● **The records**:
====

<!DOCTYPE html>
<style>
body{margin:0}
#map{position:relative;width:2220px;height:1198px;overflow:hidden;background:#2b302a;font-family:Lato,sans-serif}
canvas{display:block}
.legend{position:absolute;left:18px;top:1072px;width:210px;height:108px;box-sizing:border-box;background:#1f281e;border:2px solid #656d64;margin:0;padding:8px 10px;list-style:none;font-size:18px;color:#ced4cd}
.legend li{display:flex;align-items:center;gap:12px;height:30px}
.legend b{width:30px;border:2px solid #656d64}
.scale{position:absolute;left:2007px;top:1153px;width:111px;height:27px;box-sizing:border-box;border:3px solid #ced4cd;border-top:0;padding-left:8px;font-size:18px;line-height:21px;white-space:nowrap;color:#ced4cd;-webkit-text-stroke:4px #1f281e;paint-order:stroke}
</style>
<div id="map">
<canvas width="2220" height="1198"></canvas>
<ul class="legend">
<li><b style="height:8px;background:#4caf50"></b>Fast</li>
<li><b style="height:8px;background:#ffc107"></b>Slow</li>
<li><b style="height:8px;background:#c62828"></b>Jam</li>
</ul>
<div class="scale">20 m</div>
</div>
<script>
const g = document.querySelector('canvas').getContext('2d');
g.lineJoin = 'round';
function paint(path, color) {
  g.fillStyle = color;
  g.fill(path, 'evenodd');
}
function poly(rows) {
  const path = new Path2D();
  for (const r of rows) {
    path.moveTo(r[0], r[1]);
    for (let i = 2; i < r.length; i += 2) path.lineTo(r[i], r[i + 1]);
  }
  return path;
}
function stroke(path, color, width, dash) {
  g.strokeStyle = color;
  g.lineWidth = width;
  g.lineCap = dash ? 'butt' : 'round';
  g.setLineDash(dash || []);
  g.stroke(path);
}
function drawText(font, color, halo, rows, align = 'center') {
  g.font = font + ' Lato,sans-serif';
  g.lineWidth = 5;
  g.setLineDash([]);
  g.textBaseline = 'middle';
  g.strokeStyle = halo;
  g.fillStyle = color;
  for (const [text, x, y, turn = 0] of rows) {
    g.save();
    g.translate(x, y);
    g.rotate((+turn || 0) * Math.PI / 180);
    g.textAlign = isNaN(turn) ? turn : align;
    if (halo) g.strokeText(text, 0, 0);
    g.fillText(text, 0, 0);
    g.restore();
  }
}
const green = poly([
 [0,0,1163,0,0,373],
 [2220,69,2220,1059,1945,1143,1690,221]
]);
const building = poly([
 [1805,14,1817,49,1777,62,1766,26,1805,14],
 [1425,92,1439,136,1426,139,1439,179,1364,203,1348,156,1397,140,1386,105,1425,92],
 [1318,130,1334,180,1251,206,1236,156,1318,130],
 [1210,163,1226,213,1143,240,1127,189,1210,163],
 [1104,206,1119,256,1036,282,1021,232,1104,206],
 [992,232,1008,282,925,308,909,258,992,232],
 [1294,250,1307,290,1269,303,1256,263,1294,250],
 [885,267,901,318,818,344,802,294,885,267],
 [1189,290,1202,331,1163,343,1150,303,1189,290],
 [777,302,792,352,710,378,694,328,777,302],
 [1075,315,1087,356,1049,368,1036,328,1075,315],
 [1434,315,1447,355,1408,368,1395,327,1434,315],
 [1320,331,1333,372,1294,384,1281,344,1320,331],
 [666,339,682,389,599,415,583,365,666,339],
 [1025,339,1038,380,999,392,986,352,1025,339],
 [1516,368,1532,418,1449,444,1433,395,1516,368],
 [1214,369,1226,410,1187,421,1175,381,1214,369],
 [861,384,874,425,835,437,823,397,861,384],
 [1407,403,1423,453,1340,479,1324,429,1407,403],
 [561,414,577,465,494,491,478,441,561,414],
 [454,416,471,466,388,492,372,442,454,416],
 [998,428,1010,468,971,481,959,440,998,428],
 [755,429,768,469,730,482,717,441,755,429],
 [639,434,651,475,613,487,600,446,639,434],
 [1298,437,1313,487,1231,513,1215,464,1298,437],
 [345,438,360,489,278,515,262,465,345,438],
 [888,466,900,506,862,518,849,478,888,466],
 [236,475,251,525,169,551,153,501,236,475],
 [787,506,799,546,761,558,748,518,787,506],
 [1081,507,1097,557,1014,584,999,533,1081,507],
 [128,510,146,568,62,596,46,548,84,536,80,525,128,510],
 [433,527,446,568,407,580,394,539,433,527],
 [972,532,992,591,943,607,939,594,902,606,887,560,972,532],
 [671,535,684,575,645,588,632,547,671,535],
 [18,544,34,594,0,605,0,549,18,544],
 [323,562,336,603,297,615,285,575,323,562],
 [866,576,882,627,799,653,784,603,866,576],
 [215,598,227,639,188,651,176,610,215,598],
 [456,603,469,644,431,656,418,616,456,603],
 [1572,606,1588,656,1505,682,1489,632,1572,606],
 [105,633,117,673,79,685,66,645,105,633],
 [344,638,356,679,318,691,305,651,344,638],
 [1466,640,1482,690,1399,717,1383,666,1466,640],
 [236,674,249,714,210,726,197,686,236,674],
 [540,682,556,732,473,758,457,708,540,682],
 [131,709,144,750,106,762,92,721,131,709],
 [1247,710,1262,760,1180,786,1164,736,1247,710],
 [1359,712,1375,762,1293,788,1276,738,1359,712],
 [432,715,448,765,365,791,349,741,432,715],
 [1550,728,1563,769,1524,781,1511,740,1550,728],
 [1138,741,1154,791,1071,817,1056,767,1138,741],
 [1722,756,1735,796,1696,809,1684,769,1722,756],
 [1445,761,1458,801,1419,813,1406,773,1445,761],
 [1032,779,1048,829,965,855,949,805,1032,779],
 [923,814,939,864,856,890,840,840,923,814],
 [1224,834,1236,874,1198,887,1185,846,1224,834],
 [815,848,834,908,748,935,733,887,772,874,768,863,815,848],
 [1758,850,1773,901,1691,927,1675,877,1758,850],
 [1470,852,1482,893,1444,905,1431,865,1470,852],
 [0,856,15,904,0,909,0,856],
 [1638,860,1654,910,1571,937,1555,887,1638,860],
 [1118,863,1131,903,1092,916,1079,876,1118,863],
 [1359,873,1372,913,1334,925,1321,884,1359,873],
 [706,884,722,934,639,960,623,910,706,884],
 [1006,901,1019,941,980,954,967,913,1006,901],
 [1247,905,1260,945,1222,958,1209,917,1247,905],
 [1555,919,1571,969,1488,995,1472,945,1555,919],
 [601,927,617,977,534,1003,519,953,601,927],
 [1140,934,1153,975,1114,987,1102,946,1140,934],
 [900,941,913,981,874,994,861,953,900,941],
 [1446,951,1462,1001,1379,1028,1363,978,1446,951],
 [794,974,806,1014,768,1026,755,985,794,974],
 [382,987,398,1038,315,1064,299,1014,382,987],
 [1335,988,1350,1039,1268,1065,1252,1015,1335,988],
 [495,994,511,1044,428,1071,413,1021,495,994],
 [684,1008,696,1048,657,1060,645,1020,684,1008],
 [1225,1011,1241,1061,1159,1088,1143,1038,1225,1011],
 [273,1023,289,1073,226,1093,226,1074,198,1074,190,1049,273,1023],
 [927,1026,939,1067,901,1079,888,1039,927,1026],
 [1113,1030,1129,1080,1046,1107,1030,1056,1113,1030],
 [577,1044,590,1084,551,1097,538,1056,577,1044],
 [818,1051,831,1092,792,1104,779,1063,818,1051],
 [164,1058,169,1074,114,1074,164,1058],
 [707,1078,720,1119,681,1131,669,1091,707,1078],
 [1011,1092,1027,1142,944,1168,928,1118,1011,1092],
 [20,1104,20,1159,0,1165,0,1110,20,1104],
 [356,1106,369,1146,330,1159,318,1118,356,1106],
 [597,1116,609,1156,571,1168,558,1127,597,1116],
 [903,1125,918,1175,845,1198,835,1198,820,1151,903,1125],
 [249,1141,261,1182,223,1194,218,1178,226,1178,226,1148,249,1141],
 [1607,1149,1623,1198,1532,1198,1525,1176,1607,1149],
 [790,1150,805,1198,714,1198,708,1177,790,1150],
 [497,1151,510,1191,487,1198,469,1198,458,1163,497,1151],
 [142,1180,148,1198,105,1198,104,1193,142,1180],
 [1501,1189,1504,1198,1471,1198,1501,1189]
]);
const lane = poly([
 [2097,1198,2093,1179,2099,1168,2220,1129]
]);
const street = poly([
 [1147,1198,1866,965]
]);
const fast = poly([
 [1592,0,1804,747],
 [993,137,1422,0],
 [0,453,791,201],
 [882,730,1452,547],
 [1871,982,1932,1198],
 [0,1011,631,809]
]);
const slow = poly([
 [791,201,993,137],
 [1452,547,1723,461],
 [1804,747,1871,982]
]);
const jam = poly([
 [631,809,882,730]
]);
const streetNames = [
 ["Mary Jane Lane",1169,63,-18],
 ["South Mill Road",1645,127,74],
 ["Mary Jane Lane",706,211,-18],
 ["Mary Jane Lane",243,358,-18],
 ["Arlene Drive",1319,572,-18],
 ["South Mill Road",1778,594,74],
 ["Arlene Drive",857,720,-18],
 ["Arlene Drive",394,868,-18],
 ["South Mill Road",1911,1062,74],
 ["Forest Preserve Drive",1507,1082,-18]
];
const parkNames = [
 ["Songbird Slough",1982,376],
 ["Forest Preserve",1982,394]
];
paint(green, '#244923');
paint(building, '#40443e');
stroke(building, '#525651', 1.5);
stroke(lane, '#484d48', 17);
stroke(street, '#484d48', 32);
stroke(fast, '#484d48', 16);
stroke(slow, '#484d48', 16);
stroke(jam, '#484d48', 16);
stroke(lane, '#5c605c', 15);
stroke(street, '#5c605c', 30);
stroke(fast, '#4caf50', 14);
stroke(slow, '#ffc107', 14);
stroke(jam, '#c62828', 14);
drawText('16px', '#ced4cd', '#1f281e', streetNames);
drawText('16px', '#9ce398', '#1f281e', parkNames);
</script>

====

● **What needs to be done**:
Show all lines above that contain "halo".

● **Task result**:
function drawText(font, color, halo, rows, align = 'center') {
  g.strokeStyle = halo;
    if (halo) g.strokeText(text, 0, 0);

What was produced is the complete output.